A proposed development on Spring Lake could would bring 100 homes near Sunset Avenue and Marschall Road but has raised concerns among neighbors that it could harm wildlife habitat and add unwanted chaos to an otherwise tame locale.
John Anderson, representing Winkler Development Company, described his idea to develop the land at the Planning Commission meeting Monday. The developer is looking to add 100 lots for single-family homes and a dock of up to 100 boat slips, though the number of slips hasn't been decided, Anderson said.
According to Jeff Matzke, city planner, it will be months before any action is taken. The City Council plans to discuss the development at its July 15 regular meeting.
“We’ve had a lot of people call concerned about the boat slips impacting the environment, but the city doesn’t have a lot of details because it’s a concept plan at this point,” Matzke said.
An environmental impact study is required for developments if certain thresholds are met, such as tree density and acreage. Matzke said it’s not likely that the 65-acres of land will require an environmental impact study, which is typically reserved for larger developments.
“There are more questions than answers at this point,” Matzke said.
Anderson, who lives in Prior Lake, told the commissioners that the developer plans to preserve “quite a few” trees. It will likely have to remove cattails to develop the proposed boat slips.
The boat slips would come off the corner of the wetlands. The conceptual layout on a rendering provided to the commissioner does not show a final design but rather a rough sketch of what the development might look like.
“There’s a possibility that we could clear in that area and put picnic tables there,” Anderson said.
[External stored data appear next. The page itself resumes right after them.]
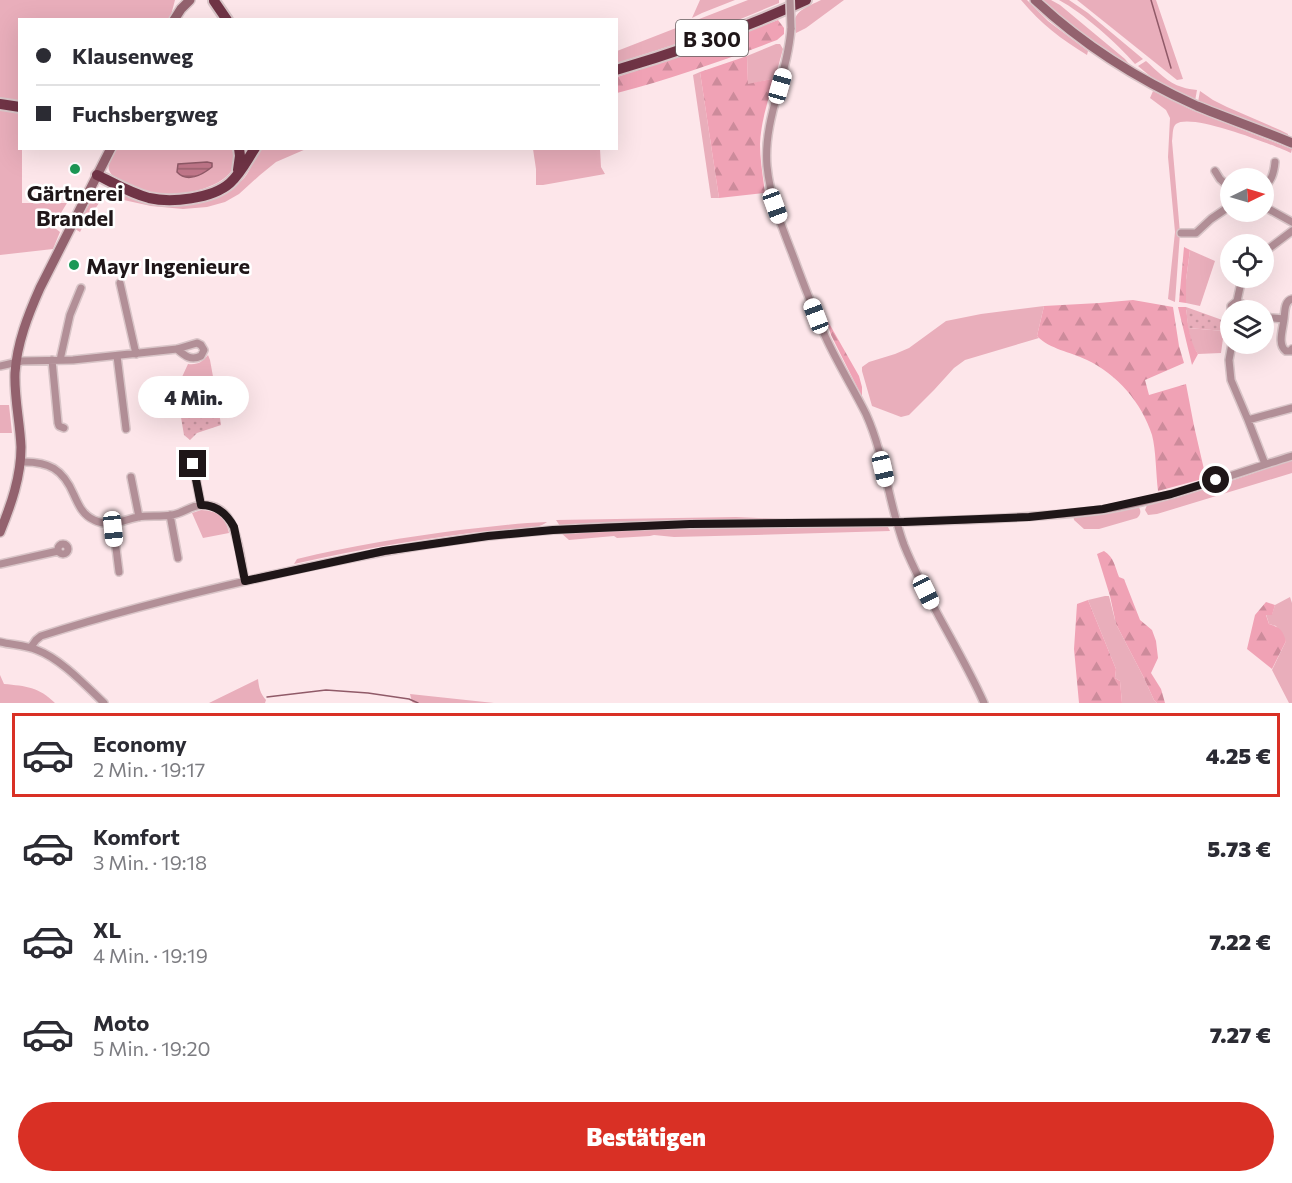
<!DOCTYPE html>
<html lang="de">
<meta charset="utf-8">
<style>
body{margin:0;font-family:Commissioner,sans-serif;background:#f2f2f3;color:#2b2b33;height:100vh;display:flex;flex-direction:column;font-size:22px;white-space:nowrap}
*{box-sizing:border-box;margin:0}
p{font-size:20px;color:#7c7c81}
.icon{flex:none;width:33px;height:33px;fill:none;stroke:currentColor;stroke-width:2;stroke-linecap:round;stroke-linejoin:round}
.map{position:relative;height:703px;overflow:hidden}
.drawer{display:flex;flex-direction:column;background:#fff;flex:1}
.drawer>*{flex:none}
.banner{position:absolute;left:18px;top:18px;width:600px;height:132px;border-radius:0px;box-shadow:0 6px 24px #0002;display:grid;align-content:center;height:132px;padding:0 18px;background:#fff}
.needle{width:39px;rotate:85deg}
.tools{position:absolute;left:1220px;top:168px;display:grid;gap:12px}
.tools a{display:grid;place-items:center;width:54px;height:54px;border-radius:50%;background:#fff;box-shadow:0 6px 24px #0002;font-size:30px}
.end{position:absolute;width:27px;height:27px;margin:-14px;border:8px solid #1f1618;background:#fff;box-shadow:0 0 0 3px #fff}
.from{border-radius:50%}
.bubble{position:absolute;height:42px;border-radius:21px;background:#fff;box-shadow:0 6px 24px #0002;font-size:20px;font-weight:800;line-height:42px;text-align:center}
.car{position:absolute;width:18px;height:36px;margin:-18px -9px;border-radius:8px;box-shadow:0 0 4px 2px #0007;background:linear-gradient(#fff 24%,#345 0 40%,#fff 0 76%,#345 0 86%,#fff 0)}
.banner b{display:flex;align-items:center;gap:21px;height:57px;font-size:22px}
.banner b+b{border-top:2px solid #e1e1e2}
.banner i{width:15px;height:15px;background:#2b2b33}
ul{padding:10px 0 0;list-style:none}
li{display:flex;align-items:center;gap:18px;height:84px;margin:0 12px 9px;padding:0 6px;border:3px solid transparent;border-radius:0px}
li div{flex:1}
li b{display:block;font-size:22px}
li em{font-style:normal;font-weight:800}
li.active{border-color:#d93025}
li>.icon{width:54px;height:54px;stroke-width:1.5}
.action{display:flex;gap:12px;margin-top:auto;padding:12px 18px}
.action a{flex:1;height:69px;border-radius:36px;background:#d93025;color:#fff;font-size:24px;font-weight:800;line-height:69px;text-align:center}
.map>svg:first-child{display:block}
.grass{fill:#e9aebb}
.forest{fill:url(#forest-firs)}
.park{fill:url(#park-dots)}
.water{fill:url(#water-rules);stroke:#905a68;stroke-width:1.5}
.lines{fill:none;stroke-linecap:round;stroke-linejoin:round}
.stream{stroke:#905a68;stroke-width:1.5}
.minor-casing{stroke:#d9c5c8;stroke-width:10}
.secondary-casing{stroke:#d9c5c8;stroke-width:12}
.trunk-casing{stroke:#d9c5c8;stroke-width:14}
.minor{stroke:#b28f97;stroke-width:7}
.secondary{stroke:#93626e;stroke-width:9}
.trunk{stroke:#703446;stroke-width:10}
.minor-bridge-casing{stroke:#d9c5c8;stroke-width:10;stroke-linecap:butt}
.minor-bridge{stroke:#b28f97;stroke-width:7}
.route{stroke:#1f1618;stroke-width:8}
.poi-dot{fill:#1c9856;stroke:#fff;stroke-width:2}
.labels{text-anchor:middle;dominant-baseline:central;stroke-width:5;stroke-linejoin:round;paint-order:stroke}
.shield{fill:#fff;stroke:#625c5d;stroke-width:1.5}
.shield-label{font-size:21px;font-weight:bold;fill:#1f1618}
.poi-label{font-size:22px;font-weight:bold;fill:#1f1618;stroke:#fff}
</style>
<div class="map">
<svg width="1292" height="703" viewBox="0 0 1292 703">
<defs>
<pattern id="forest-firs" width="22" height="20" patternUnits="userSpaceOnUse" patternTransform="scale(1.5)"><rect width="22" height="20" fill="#f0a2b5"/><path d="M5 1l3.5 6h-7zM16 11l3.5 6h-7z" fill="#cd8b9b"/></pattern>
<pattern id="park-dots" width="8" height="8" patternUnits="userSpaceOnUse" patternTransform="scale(1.5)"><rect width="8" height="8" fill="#e9aebb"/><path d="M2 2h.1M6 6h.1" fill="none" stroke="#c795a0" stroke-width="1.8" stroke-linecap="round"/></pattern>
<pattern id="water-rules" width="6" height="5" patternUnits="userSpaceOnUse" patternTransform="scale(1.5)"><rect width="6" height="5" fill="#c1778a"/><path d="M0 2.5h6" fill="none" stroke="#9c6170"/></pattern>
</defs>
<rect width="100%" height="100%" fill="#fde6ea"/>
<!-- grass -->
<path class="grass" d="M0,0H175L170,19L20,20L19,102L0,99Z
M700,0H735L702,13L692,18Z
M748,0H779V3L695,38L617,63V51Z
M821,0H844L806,28L796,33C789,12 805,8 821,0Z
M1021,0H1027L1048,21L1088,51L1087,55C1061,39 1041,24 1021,0Z
M1040,0H1051L1060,5L1125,59L1132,68L1080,34Z
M1059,0H1069L1088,13L1143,59L1135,64C1117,43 1083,13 1059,0Z
M1077,0H1156L1183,79L1177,80Z
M776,44H780L783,49L775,78L748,85L747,56Z
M1146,61C1157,71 1168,83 1182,87C1187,89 1192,89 1197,90L1195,101L1156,81L1138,66Z
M700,72L719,198H711L693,75Z
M1153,91L1192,110L1292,149L1291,153C1273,145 1191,112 1176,124C1172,127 1173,136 1172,141L1180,233L1175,302L1168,299L1175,232L1168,157L1170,118L1166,110L1150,98Z
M1200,91L1213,100L1227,107L1280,130L1288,134V136H1284L1198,102Z
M0,109L19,113L20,148L22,149V203H67L56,221L55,228L60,232L53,249L0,255Z
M116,149H232C233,152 235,158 235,162C231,186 187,195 168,194C154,194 139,190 127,184C120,181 112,178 109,170C107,163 113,155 116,149Z
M262,149H306L276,162L260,175L239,194L225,202L207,207L183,209L151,206L110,197L101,200L95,209H92L80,232L75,229L95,194L100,189C116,191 130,198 145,201C160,204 192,205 206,201C218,197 232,188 242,180C251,172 253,157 262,149Z
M533,149H600L601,167L605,174L543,185H536V169Z
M1190,250L1215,261L1200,306L1186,303V280Z
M1044,306L1037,336L1039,338L965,360L954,368L934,390L909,415L901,417L872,406L862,371V367L869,362L895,354L909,348L946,321L981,314Z
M1188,328L1224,331L1221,353L1198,354L1192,345Z
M208,355L210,360L216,393L178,400L182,377L188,364C198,365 202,362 208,355Z
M0,405H9L12,433H0Z
M1292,460V473L1157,514L1148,515L1145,510L1147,505L1153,503L1216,486Z
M1137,505C1141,509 1142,514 1137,518L1099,529H1084L1074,520L1073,515Z
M201,510C217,511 226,516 229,533L203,538L192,513Z
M736,517L784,519L767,521L560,526L556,520Z
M547,522C538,530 511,529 498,530C429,537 361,549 294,564L297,559C350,546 406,537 460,530C489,527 518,523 547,522Z
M885,525L888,527L890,531L755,535L674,537L654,535L650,536L617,538L614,536L569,540L561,533L620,529L749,528Z
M1105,596H1109L1116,624L1143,676L1154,700L1157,703H1122L1120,681L1115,678L1116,669L1088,600Z
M1290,597L1292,603V703H1289L1272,670L1286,641L1276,626L1269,624L1266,614H1272L1275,605Z
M0,675L4,684C26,686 39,687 55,703H0Z
M258,679C259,688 260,693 266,700L265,703H209Z
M410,694L494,703H414L412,702Z"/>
<!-- forest -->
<path class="forest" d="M778,20L784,28V34L777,40C724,60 671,79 617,93V77L708,46Z
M747,56L748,84L775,78C768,100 761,121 760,144C760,160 763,177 765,193L719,198L700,72Z
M1184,247L1190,250L1186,280V303L1179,302Z
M1133,300L1173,307L1179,346L1184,363L1145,380L1149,395L1186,384L1194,426L1206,478L1158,491C1156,475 1156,450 1152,435C1142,403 1117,374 1087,360C1069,351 1051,350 1037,336L1044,306L1099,303Z
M1178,307H1186C1188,324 1189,340 1198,354L1192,365Z
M826,318L859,376L862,387V397L831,335Z
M1104,551C1114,557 1115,567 1119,577L1124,579L1140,620L1152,630L1156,641L1158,658L1151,673L1161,689L1165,703H1157L1154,700L1143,676L1116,624L1110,596L1097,554Z
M1088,600L1116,669L1115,678L1120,681L1122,703H1079L1074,649L1077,604Z
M1266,602L1275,605L1272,615H1266L1269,624C1280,628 1282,629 1286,641L1272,669L1247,649L1255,615Z"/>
<!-- park -->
<path class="park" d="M1186,307L1225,321L1224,331L1188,328Z
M216,393L221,425L197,433L190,440L184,435L178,400Z"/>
<!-- water -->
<path class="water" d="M207,162L212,163V167C202,175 187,183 177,172L178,164Z"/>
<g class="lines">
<!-- stream -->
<path class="stream" d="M1151,0L1171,68
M267,697L326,690L368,693L409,699L418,703"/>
<!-- minor casing -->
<g class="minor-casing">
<path id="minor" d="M791,28C788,75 763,119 767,166C770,197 781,225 792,253C803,282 813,310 826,338C838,364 853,388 866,414C885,456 888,502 904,545C926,600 960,649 984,703
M1215,171L1220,179L1230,188
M1263,189C1271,181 1274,174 1275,162
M1263,206L1292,222
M1181,233H1196L1211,219L1230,206
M1263,253L1292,231
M120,283L136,354
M1237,301L1242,304V310
M1231,310V306L1237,301L1242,278
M1263,317L1284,319C1283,329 1277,345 1286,351H1291L1292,349
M1230,318V319
M1284,319C1285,312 1284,301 1292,299
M1232,344L1229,360L1231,380L1248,420L1265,464
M117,356L126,429
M52,360L58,423L59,426L64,428
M60,360L70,315L81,288
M0,366L22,361L73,360L177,349L197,343L201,345L204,350L201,356C191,361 185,356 177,349
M1248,420L1292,408
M20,462C49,461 63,469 74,495C79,506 83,515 94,520C110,528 123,520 138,517C149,515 160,517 171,515C182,514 190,506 201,505C239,502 239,556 245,581
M193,464L201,505
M131,477L139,517
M170,515L178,558
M113,524L119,572
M58 549a5 5 0 1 1 10 0a5 5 0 1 1-10 0Z
M0,564L58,551
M0,642C12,645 26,645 37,650C61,659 85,685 104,703
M31,647L36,640L41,636C115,612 188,594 263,577C360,555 454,537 553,530C689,520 826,526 962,520C1008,518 1055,516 1102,510C1167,500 1229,475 1292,456"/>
</g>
<!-- secondary casing -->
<g class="secondary-casing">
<path id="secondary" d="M1035,0C1082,44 1139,80 1197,106C1229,119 1261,130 1292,143
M174,20L181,9L190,0
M0,532C11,505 21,477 21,447C20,422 14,398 15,373C17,343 28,315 40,288L111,148"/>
</g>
<!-- trunk casing -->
<g class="trunk-casing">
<path id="trunk" d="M214,1L227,20
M616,70C681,51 745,28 806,0
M0,104L20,107
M238,170L240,156L239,148
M97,175C114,183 130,193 149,198C171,203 212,199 230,183C241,173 247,160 255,148"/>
</g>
<!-- minor -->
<use href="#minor" class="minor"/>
<!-- secondary -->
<use href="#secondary" class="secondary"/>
<!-- trunk -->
<use href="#trunk" class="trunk"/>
<!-- minor-bridge casing -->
<g class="minor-bridge-casing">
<path id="minor-bridge" d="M790,0L791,28"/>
</g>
<!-- minor-bridge -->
<use href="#minor-bridge" class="minor-bridge"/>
</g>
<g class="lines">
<!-- route -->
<path class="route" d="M193,464L201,505C217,505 227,514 234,527L245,581L384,551L488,536L553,530L690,524L904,522L1029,517L1103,509L1171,494L1216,480"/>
</g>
<!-- markers -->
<g class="poi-dot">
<circle cx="75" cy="169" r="6"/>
<circle cx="74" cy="265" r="6"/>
</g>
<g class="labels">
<!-- shield labels -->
<rect class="shield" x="676" y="20" width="72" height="36" rx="4.5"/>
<g class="shield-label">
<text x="712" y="38">B 300</text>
</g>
<!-- poi labels -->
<g class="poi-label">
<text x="75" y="192">Gärtnerei<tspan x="75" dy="25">Brandel</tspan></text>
<text x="86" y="265" text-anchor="start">Mayr Ingenieure</text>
</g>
</g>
</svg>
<div class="tools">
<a><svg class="needle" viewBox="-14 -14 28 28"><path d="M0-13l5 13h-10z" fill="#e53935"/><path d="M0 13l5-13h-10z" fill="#7c7c81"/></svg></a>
<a><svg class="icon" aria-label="locate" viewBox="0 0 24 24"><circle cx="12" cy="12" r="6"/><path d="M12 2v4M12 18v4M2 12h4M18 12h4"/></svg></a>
<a><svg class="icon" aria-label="layers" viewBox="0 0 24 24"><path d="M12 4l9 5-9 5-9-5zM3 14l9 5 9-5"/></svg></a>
</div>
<i class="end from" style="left:1216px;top:480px"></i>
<i class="end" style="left:193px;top:464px"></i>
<div class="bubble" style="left:138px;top:376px;width:111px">4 Min.</div>
<i class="car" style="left:780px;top:86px;rotate:16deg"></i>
<i class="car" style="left:775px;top:206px;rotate:160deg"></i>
<i class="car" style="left:816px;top:316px;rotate:339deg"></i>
<i class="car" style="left:883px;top:469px;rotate:167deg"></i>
<i class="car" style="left:113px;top:529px;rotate:174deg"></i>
<i class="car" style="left:926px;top:592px;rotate:154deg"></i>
<div class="banner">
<b><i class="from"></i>Klausenweg</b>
<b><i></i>Fuchsbergweg</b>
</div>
</div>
<section class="drawer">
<ul>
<li class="active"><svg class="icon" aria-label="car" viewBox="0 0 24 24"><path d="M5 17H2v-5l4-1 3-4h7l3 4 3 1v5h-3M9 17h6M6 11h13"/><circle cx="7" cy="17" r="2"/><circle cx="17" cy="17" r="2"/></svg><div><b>Economy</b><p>2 Min. · 19:17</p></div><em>4.25 €</em></li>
<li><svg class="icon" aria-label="car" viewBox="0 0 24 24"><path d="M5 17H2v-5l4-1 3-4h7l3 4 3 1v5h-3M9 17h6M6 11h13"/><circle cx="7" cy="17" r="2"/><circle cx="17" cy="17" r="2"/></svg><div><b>Komfort</b><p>3 Min. · 19:18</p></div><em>5.73 €</em></li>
<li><svg class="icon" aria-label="car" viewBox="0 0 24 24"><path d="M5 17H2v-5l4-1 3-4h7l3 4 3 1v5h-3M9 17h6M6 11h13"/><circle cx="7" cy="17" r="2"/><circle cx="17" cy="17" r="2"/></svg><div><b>XL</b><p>4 Min. · 19:19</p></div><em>7.22 €</em></li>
<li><svg class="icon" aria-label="car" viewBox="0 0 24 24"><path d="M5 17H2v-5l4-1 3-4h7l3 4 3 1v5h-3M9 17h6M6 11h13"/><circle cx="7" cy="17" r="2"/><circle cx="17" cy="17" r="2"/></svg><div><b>Moto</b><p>5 Min. · 19:20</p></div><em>7.27 €</em></li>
</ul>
<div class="action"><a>Bestätigen</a></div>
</section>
The development would preserve about half of the land as wetlands, stormwater-treatment basins and other open space, including a trail, Anderson said. A large area along the lakeside that is submerged during high water and is covered in cattails would largely be left alone, he added.
Lot construction would likely would run through 2021, potentially starting this winter, Anderson said. Home-building could continue in the years after.
Christopher Crowhurst, a member of the Spring Lake Association, said he moved to Spring Lake so he and his wife could kayak in a safe, low-traffic area. He believes the potential development threatens the lake’s serenity, safety and habitats. An additional 100 slips on the lake would mean “effectively 40% more boats on the lake,” he said.
Spring Lake already has a little more than 200 homes and 50 additional docks, plus a small public boat launch, Crowhurst said. Spring Lake’s surface area is 587 acres, according to the Prior Lake-Spring Lake Watershed District.
If 250 boats were on the lake at once, that would leave roughly two acres’ surface area per boat. According to a report by the United States Army Corps of Engineers, boat traffic density poses the highest risk of accidents and conflict when there are fewer than 10 acres of surface area per boat.
“Adding 100 boat slips would radically change the lake’s character,” Crowhurst said. “It would result in more accidents and conflict.”
The wetlands and cattail area are a nesting place for heron and cranes, the latter including several threatened and endangered species, he added.
“A plethora of small wildlife lives in that area,” Crowhurst said. “You have beavers, otters, turtles — it’s a natural beautiful habitat for the lake. ... You’re asking for a proliferation of environmental damage.”
Correction, 4 p.m. Monday, July 15: The original version of this article contained several errors and misstatements. The Spring Lake development could include up to 100 boat slips based on its lake frontage, but a specific number hasn't been proposed. One boat slip per 18 or so feet of shoreline is allowed; that figure doesn't represent a boat slip's square footage. Anderson said brush, not trees, might be removed for picnic tables. Much of the land's wetlands and cattails would be left alone under the concept he presented.